Should OIF shareholders approve the deal, OIF will change its name to Growthpoint Properties Australia and Growthpoint will nominate three of its South African members to the OIF board.

Growthpoint is not the only big South African property investor on the prowl for lucrative opportunities elsewhere in the world.

Madison Property Fund Managers Holdings Ltd (JSE: MDN) recently cancelled its offshore property investment offering which was to be listed on the Bermuda Stock Exchange.

Madison said the cancellation was due to the disappointing results of subscriptions in the Initial Public Offering (IPO) which fell short of its self-imposed minimum level.

Also recently, a new offshore property company called British Capital was launched by Barnard Jacobs Mellet (BJM) and Cornerstone Asset Management to cash in on value opportunities in the UK property market.

Sasse says before talking a plunge into the Australian deal, Growthpoint conducted detailed research, looking at factors like legal and tax issues as well as the state of the property market. The availability of current OIF management following the recapitalisation was an important factor too.

Furthermore, Sasse says after an assessment of various offshore opportunities available, Australia proved suitable for Growthpoint because the real estate sector has been impacted significantly by the global financial crisis. Currently, real estate is trading at discounts of 70% from its highs in January 2008.
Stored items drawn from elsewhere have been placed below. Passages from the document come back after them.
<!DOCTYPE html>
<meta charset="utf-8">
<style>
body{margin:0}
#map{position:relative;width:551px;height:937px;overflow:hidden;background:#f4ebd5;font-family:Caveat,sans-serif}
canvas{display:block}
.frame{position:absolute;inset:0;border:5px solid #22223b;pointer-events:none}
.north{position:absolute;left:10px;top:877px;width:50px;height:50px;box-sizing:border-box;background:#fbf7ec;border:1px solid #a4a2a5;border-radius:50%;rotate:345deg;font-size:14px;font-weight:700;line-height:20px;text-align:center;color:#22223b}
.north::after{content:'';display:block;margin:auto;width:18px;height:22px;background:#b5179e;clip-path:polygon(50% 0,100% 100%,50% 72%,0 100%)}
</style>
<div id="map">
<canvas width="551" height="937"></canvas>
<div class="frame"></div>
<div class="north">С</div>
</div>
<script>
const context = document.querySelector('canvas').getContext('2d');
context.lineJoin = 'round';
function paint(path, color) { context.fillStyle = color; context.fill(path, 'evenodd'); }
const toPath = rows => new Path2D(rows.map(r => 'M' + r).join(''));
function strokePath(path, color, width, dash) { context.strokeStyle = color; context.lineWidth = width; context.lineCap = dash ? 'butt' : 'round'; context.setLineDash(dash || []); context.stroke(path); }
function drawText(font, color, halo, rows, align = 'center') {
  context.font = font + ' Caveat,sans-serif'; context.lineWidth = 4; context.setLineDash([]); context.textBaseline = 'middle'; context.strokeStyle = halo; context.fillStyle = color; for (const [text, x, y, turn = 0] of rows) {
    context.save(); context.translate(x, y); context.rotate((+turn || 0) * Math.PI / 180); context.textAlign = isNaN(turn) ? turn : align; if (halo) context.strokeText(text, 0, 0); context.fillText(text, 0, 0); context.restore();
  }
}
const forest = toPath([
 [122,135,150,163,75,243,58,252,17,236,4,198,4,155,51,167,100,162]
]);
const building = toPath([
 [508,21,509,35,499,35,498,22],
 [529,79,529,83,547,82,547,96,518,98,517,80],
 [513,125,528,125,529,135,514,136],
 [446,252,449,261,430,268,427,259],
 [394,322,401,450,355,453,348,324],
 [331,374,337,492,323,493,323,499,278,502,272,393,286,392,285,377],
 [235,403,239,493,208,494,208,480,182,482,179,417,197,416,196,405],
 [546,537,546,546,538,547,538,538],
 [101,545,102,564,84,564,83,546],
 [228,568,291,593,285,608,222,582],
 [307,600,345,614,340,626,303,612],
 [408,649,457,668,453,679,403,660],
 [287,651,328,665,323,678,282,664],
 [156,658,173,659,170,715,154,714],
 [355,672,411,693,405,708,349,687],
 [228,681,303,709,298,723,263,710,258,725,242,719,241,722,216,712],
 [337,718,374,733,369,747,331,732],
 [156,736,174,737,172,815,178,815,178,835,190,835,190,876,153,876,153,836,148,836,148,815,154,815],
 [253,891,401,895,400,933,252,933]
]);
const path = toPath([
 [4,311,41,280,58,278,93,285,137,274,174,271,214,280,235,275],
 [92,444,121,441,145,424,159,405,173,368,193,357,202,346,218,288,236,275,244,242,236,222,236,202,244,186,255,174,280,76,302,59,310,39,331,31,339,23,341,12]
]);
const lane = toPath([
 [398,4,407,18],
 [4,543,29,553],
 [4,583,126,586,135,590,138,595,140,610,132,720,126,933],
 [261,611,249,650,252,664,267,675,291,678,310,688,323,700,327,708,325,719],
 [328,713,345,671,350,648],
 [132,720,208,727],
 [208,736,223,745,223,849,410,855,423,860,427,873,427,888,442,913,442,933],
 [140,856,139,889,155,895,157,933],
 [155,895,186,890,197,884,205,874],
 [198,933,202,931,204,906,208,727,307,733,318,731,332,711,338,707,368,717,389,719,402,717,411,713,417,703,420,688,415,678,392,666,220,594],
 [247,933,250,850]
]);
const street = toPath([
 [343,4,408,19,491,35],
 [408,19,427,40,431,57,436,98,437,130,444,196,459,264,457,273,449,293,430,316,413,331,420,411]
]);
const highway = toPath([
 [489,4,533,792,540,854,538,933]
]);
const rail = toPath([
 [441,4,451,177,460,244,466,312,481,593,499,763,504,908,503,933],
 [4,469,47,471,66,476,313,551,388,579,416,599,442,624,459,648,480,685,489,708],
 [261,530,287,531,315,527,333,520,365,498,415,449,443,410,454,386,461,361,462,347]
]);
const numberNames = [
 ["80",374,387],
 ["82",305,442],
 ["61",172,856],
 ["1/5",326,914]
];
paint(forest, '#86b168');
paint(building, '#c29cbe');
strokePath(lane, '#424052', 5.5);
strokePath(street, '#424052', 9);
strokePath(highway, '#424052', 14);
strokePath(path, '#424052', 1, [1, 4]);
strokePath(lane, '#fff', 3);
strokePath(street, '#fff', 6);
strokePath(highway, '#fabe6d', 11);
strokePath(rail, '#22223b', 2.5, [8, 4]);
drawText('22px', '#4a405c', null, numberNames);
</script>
Australia's regulatory laws are similar to those of South Africa, OIF's tenant base provides a stable and secure platform to enable Growthpoint to establish a foothold in Australia and its size is appropriate as an initial investment into Australia, adds Sasse.

A big reason for local companies looking at buying opportunities elsewhere is the high levels of gearing being experienced abroad, says Niel Harmse, research analyst at IPD South Africa.

According to the UBS Securities' Global Investors Index, the global listed real estate recovered markedly for the three months to May 2009, says Harmse.

In dollar terms, the index was up more than 33% for these three months - virtually erasing the year's losses. North America and Europe were the major drivers of this recovery - up 37% and 32% respectively. Australia, recovered to be down only 4% for the year to May. The South African Listed Property Index is already up 19.6% for the year to May in dollar terms. In rand terms, however, it is down by 45 basis points, adds Harmse.